We had a time limit to getting all this done as we were having a luncheon at the facility with our mother once we got there.  We worked as if we were on a mission, each person pitching in.  Oh, and just so you know- we had not told her she was moving to a facility.  After counsel with her doctor and the staff at Richfield we decided it was best not to give her the head’s up.  She wouldn’t remember anyway.  So, when Mary Ann brought Mom to the center for lunch, it was at the lunch table that we told her this was her new home.

Wow, while writing this my eyes are filling with tears and I suddenly have a sick feeling in my stomach.  Thinking back to it brings on a flood of emotion.  I guess it always will.

You see, after our father passed away many years ago, Mom made us promise never to put her in a nursing home.  We were going back on our promise.  No child should ever have to experience this.

But, on with the story…

While we siblings were breaking the news to Mom, the out-laws were putting the final touches on her room.  What a beautiful job Laura and Becky did!  Pictures were hung, accessories were lovingly placed on her nightstand and desk, her rug was arranged on the floor and lamps were lit to give a welcoming presence.

Comfort was created.

She loved it!

A New Home

Arriving at nursing home

Arriving to her new digs

Nursing Homes are not what they used to be.  My grandmother was in one back in the early 70’s for a brief time and I remember it was like a hospital room.  Not anymore.  The medical world has begun paying attention to the importance of the aesthetics of the environment.  Patient rooms and suites are more personal and user friendly.  Afterall, many patients live in these spaces for years and years.

Richfield, the facility our Mom lives in is very much this way.  When we moved her in, the staff gave us total privacy to make Mom’s room what we wanted it to be.  My brother, Don called it her condo and so that’s what we call it still. She feels good in this new homespace and it shows!  She has a new home!
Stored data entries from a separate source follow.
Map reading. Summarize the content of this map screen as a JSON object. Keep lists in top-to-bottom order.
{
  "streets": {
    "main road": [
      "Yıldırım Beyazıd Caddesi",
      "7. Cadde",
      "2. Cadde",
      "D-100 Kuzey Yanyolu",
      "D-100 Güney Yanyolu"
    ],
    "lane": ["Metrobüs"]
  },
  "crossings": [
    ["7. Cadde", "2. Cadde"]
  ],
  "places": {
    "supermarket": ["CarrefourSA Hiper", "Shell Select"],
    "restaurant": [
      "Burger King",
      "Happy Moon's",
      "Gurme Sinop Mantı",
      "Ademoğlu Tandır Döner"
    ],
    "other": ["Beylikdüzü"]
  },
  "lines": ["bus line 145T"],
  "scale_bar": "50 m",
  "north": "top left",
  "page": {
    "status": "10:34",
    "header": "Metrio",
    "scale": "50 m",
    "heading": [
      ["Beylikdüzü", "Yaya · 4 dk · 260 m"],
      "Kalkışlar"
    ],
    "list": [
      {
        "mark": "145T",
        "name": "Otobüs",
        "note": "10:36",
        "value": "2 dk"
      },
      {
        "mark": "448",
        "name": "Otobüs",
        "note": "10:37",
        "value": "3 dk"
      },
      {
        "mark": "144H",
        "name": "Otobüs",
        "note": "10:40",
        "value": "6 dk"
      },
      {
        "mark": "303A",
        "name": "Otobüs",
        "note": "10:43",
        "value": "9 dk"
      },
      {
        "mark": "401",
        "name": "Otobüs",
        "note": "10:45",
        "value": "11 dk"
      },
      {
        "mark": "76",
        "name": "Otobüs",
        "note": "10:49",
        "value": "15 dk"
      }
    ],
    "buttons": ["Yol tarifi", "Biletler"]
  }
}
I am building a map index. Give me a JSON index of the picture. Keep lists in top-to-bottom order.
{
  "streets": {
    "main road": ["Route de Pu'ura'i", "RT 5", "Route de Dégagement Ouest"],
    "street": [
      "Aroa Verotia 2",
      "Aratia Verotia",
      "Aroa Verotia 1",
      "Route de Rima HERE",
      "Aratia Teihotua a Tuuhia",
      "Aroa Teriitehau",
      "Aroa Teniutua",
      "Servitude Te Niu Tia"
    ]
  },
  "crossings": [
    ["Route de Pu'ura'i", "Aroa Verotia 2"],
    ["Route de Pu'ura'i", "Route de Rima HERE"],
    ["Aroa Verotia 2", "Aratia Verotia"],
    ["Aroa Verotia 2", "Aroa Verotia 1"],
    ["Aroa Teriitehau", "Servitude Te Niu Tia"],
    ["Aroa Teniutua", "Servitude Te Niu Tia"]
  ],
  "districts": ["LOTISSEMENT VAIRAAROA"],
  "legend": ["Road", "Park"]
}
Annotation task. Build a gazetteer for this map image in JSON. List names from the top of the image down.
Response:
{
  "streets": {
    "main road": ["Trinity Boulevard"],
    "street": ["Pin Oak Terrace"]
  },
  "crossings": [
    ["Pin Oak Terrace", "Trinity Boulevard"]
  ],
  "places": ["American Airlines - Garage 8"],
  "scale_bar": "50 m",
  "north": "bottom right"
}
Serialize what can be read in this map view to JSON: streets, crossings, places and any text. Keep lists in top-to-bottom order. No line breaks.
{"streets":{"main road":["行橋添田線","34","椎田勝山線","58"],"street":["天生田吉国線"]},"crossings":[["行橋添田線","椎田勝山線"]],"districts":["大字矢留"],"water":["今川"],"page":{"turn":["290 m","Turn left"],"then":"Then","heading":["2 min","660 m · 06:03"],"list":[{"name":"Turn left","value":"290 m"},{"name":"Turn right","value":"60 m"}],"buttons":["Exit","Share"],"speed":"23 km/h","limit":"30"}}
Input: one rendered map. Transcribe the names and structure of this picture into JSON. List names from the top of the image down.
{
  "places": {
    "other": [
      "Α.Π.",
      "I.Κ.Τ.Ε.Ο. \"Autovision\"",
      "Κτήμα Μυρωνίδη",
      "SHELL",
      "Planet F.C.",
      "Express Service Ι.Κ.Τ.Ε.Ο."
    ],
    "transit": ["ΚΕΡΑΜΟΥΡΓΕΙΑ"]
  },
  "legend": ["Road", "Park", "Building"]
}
Laura, M.A. and Tommy enjoying the condo

Laura, M.A. and Tommy enjoying the condo

Favorite chair

Settled in her favorite chair, Papa’s

Don enjoying the condo

Don enjoying the condo

Helpful hints to create comfort

Here are my tips for any of you that find yourselves where my family was a year ago:

  • Think through the space you are moving your loved one to just as carefully as you have thought through your own personal homespace.  It will mean a world of difference to how they live in their space if it is comfy cozy.
  • Make your loved one’s space resemble what they are used to as much as possible.
  • Fill their space with family photos.
  • Fill their space with mementos.
  • Allow for good lighting by decorating with table lamps, etc.
  • Bring in fresh flowers and plants often.
  • Pay attention to smell as this is often a problem with the elderly.  Use natural room deodorizers such as Fresh Wave.
  • Add a wreath or some type of welcoming décor to the door that is the entrance to their homespace.
  • Take the time to decorate their space for the different holidays. (More on this later.)
  • Have a journal available for visitors to write in.  This gives you a record of who she/he has seen and also gives you things to talk about when you visit.
  • Visit often.  You being there is the best “decoration” she/he will enjoy.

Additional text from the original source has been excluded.